The World Chess Boxing Organisation (WCBO) is the governing body of the sport chessboxing. The WCBO was founded by the late Iepe Rubingh, founder of the sport, in 2003 and has its headquarters in Berlin, Germany. Its current president is Montu Das from India.

The principal tasks of the WCBO include: training people in the number one thinking sport and the number one fighting sport and the combination of both; building up a worldwide structure of chess boxing clubs and organisations; promoting chess boxing; and holding championship and promotional fights.

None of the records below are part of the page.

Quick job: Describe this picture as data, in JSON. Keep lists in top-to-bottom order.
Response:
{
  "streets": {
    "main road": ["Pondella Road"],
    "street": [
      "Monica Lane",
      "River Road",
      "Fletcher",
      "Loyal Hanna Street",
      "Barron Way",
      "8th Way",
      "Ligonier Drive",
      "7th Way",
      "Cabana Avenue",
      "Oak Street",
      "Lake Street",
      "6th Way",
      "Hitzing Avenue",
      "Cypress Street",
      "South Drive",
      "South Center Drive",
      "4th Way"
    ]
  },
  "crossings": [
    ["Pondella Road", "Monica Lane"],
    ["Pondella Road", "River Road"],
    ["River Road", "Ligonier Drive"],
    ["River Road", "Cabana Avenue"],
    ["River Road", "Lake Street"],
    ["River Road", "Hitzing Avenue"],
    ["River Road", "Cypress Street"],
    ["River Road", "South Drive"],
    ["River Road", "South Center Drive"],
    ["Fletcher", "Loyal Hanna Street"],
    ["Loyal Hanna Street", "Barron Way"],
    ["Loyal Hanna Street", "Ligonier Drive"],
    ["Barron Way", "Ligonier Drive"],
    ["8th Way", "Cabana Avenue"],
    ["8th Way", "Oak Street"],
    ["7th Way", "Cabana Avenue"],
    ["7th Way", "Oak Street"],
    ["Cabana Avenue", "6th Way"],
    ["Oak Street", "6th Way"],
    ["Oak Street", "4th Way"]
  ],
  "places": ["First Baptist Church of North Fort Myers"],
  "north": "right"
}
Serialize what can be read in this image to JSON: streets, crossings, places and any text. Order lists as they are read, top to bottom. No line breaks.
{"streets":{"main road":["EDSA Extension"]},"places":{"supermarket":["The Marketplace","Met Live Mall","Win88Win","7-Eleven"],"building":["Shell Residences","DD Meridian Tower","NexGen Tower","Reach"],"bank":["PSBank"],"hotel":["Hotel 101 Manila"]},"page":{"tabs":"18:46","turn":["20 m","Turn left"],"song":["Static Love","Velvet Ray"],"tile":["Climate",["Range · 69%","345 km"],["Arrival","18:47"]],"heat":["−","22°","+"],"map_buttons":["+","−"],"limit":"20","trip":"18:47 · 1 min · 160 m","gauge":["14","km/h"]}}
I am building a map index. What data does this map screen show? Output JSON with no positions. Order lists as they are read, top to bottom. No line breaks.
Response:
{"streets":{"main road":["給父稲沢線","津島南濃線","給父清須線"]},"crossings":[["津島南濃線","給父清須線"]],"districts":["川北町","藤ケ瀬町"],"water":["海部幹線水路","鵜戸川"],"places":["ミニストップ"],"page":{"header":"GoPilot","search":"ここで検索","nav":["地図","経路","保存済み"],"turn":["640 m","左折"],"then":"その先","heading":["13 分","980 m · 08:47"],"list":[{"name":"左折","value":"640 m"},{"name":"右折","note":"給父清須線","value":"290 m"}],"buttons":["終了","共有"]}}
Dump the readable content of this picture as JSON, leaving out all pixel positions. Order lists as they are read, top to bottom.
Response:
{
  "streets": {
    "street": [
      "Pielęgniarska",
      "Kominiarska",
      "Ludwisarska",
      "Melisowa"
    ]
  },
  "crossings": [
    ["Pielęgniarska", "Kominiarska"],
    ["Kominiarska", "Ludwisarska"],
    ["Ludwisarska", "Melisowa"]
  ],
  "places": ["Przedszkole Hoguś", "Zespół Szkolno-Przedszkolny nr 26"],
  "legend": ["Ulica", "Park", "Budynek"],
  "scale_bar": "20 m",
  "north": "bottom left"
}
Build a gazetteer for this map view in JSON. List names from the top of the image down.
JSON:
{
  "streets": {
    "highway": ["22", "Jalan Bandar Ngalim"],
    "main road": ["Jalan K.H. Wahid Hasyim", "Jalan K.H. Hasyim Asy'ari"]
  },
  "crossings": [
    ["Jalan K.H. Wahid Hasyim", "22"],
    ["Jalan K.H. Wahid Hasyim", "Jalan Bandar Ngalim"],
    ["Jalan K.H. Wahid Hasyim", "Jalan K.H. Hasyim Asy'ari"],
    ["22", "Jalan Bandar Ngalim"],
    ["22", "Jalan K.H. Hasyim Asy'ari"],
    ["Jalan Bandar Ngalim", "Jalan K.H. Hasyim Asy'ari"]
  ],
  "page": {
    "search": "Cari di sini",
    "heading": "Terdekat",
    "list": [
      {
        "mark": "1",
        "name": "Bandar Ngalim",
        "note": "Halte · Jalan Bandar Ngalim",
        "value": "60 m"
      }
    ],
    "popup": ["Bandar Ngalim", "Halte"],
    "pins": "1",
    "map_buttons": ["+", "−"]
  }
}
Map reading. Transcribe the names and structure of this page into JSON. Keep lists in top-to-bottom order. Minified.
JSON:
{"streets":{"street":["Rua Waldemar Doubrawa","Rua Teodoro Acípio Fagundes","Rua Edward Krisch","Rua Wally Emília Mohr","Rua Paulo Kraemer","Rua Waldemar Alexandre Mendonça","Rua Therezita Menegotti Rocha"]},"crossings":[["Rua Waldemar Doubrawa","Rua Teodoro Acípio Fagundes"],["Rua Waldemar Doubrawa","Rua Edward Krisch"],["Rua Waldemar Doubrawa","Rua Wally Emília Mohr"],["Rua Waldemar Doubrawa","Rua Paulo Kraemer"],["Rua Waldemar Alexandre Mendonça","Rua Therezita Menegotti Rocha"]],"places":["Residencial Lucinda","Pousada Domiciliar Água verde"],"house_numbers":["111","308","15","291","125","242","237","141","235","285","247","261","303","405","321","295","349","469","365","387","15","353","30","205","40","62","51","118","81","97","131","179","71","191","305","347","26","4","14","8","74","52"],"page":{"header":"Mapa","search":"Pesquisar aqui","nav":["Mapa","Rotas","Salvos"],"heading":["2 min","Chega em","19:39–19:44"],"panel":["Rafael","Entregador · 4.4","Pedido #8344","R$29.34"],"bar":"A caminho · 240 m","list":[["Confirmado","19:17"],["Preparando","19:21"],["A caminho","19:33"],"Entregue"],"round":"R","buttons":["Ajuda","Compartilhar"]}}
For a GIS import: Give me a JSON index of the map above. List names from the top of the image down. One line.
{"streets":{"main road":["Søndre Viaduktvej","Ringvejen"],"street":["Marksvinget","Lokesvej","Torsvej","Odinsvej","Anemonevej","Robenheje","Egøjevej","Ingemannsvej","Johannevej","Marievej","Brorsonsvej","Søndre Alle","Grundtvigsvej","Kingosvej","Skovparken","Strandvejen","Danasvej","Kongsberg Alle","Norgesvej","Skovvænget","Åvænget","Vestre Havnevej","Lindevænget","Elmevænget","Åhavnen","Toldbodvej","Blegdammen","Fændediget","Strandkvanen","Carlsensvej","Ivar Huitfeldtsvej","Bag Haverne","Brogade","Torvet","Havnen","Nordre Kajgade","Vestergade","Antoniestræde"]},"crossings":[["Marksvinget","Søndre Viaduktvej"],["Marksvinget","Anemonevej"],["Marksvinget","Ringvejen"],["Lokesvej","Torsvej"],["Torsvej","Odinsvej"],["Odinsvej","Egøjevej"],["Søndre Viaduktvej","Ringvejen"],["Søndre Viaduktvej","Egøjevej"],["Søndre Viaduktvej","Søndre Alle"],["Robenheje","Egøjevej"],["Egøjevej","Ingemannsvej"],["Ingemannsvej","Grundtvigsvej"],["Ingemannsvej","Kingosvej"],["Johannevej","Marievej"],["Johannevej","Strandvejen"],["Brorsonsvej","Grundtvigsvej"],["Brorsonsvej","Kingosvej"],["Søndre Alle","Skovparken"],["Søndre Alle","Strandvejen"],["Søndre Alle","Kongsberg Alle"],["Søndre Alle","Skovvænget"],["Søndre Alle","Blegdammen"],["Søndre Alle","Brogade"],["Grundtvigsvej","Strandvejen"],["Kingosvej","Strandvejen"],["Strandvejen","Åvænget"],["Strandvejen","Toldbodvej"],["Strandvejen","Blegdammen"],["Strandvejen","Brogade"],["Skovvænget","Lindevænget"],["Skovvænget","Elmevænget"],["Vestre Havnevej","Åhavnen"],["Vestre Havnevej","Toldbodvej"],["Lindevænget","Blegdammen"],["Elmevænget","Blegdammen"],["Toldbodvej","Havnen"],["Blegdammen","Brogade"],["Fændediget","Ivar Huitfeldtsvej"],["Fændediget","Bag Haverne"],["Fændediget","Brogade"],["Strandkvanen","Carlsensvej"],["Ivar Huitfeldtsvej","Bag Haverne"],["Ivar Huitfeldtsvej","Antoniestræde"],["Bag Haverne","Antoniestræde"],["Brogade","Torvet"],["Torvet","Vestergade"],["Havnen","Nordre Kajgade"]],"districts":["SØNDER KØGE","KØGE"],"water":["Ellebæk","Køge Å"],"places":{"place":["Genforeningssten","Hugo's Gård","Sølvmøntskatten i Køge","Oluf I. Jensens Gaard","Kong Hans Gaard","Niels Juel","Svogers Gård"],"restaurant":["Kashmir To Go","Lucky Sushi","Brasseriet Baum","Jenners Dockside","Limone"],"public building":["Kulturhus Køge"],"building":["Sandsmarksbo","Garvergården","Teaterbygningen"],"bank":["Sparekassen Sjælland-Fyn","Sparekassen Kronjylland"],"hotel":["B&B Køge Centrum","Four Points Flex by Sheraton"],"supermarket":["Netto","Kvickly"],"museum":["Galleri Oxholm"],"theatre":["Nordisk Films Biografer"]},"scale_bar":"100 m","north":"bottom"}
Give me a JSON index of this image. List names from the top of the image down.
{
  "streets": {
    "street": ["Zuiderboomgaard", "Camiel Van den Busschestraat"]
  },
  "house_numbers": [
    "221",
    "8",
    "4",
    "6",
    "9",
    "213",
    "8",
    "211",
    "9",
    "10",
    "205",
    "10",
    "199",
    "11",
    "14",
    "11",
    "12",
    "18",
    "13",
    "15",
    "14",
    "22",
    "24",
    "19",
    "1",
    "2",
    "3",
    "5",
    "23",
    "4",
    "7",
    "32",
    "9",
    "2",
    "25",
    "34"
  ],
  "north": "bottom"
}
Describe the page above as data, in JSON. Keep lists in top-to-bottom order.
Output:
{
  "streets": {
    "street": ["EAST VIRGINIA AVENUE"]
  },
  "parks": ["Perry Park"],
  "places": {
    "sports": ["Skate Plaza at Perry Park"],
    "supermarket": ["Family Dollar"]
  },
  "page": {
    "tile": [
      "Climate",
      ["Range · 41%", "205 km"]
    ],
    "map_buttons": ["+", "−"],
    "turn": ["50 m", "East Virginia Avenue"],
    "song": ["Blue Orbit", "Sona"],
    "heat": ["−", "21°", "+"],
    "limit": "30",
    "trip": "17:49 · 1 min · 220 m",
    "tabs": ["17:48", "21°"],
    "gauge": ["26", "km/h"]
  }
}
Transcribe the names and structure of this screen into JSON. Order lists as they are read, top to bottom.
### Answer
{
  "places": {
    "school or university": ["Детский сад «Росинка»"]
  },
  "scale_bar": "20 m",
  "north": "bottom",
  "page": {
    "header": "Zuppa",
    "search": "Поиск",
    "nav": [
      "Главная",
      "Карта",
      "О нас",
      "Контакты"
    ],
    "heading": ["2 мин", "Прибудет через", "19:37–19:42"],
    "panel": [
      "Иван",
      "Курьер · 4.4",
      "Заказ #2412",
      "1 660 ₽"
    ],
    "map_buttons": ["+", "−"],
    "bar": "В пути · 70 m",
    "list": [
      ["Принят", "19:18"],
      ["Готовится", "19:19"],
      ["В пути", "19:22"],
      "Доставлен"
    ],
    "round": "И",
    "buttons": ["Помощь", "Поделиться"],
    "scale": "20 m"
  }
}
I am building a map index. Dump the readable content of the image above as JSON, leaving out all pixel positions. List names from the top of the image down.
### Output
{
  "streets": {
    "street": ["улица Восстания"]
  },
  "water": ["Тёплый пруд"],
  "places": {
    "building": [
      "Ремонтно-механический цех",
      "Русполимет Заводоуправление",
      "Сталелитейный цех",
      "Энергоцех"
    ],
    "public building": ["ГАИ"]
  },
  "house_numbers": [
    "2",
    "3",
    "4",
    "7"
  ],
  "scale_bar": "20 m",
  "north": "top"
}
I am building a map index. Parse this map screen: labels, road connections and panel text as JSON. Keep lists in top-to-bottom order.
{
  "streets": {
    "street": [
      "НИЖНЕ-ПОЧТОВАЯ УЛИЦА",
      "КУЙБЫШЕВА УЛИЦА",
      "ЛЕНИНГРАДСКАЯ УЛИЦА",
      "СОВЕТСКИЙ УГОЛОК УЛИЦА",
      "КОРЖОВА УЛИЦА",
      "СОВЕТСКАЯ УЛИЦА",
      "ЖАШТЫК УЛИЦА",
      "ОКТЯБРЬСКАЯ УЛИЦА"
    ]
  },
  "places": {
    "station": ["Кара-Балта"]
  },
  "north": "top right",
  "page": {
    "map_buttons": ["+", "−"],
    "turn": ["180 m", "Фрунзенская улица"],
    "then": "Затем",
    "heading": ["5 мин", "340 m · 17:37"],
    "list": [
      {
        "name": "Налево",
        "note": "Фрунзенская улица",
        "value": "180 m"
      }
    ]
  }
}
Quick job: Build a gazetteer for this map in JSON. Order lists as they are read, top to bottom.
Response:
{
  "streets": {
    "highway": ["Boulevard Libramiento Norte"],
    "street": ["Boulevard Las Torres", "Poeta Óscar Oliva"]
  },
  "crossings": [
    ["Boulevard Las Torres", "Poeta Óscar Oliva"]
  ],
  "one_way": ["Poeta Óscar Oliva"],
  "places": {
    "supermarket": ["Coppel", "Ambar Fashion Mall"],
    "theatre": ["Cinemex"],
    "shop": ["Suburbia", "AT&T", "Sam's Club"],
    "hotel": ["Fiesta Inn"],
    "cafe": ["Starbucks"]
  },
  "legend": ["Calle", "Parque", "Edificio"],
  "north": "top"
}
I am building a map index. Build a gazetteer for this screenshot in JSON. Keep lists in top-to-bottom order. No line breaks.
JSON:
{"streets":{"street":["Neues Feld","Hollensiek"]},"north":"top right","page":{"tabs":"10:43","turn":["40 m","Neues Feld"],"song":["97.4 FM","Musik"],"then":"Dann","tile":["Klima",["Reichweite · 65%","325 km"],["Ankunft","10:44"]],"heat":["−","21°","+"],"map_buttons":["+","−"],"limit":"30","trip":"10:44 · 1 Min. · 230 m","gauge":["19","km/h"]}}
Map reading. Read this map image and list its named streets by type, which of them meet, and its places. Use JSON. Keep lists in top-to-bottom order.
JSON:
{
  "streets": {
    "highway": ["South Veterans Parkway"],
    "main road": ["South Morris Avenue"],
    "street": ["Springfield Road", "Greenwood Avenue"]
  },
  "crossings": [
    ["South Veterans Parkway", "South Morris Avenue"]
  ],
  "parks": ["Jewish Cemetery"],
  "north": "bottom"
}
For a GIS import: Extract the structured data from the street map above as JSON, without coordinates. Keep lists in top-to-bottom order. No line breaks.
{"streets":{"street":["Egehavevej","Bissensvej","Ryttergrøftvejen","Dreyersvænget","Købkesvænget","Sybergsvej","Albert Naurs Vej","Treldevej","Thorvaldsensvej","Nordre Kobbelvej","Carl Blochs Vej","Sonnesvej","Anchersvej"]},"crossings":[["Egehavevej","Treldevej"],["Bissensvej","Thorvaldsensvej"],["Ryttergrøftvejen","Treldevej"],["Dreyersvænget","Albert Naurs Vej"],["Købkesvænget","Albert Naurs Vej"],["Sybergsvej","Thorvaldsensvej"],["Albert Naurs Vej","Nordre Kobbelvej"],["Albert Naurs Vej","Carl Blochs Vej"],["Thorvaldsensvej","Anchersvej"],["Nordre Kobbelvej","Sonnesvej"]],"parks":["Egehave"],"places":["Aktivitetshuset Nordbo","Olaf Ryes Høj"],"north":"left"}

Currently, affiliated chessboxing organisation with WCBO:
Chess Boxing Organisation of India
Turkey Chessboxing Federation
Italian Chessboxing Federation
France Chessboxing Federation
Russian Chessboxing Federation
Chile Chessboxing Association
Latvia Chessboxing Federation
Kazakhistan Chessboxing Federation
The Chess Boxing Club Berlin (founded in August 2005)
The Bulgarian Chess Boxing Organisation (founded in October 2005)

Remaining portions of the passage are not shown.